Planner observability¶

What this is / when to use it¶

This page documents how to observe and operate ReactPlanner in production:

structured event streams (planner-level)
what to log and what to redact
what to monitor and alert on

Non-goals / boundaries¶

This page does not mandate a specific telemetry backend (Datadog, Prometheus, OpenTelemetry).
This page does not cover runtime-level FlowEvent in detail (see docs/observability/*).

Contract surface¶

`event_callback`¶

ReactPlanner accepts an event_callback that receives PlannerEvent objects:

penguiflow.planner.models.PlannerEvent

Common event types include:

step_start, step_complete
llm_call
tool_call_start, tool_call_end, tool_call_result
pause, resume, finish
stream_chunk, artifact_chunk, llm_stream_chunk
observation_clamped (planner-level safety net for oversized observations)
steering_received (when steering inbox events are drained)
guardrail_retry (when a guardrail requests an LLM retry)

Runnable example: logging PlannerEvent¶

import logging

from penguiflow.planner.models import PlannerEvent


log = logging.getLogger("penguiflow.planner.events")


def on_event(ev: PlannerEvent) -> None:
    # Avoid reserved logging keys; PlannerEvent.to_payload() filters them.
    log.info(ev.event_type, extra=ev.to_payload())
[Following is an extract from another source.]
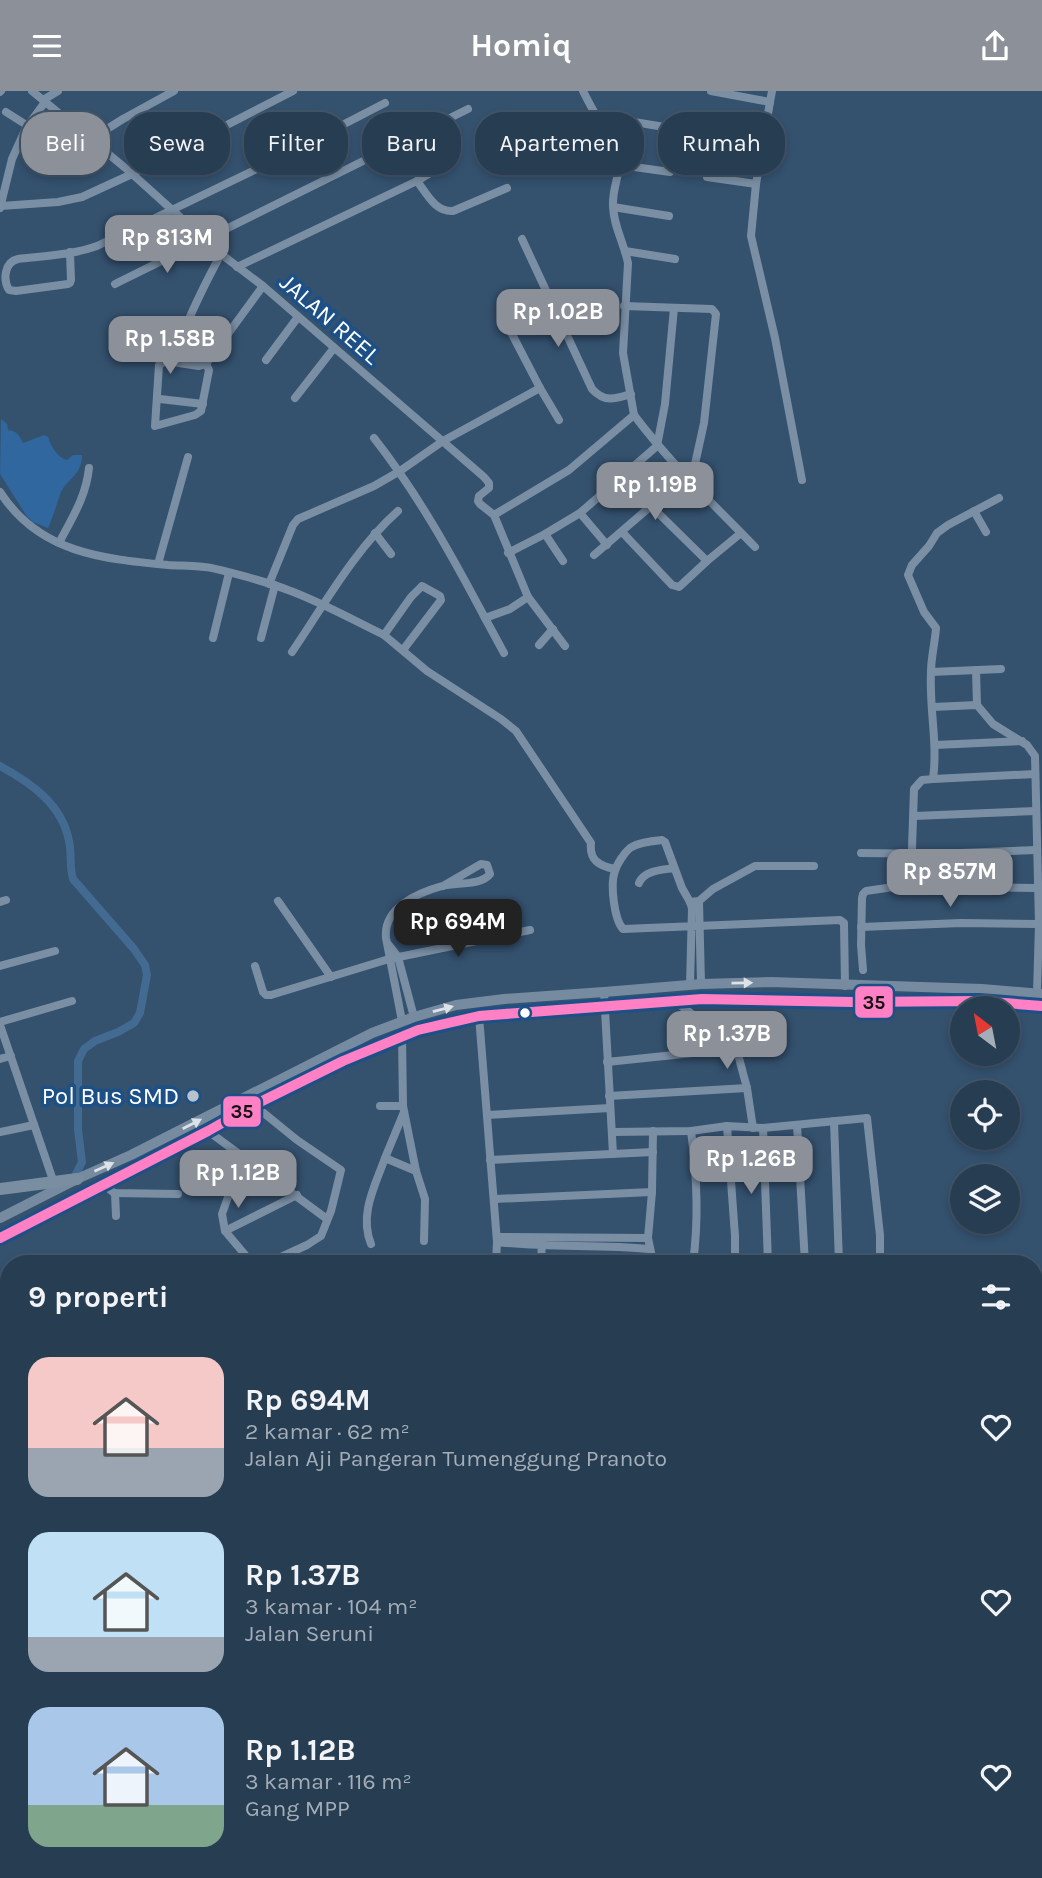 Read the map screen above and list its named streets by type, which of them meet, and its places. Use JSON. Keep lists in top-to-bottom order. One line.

Operational defaults (what to record)¶

At minimum record:

finish reason (answer_complete / no_path / budget_exhausted)
planner step count and hop budget usage
LLM call latency and retries
tool call latency and error rates
pause frequency and resume latency
observation clamping/truncation events (if enabled)

Failure modes & recovery¶

“Works locally, fails in production”¶

Common causes:

missing env vars for ToolNode (${VAR} substitution is fail-fast)
tool visibility differs by tenant/user
state store not configured for distributed pause/resume

Silent data leaks in logs¶

Do not log:

raw llm_context (may contain user text or derived sensitive content)
raw tool outputs for external APIs

Prefer:

artifact references (ids + metadata)
redacted summaries

Security / multi-tenancy notes¶

Treat tool_context as privileged: it may contain secrets and clients.
Keep per-tenant isolation in:
memory keys
tool visibility policies
artifact scopes and access checks

Troubleshooting checklist¶

No planner events: confirm event_callback is passed and not overwritten by per-session dispatch.
Missing stream chunks: verify stream_final_response and tool streaming usage; confirm UI is wired to the stream sink.
High tool error rate: tighten retries/timeouts and reduce concurrency to respect rate limits.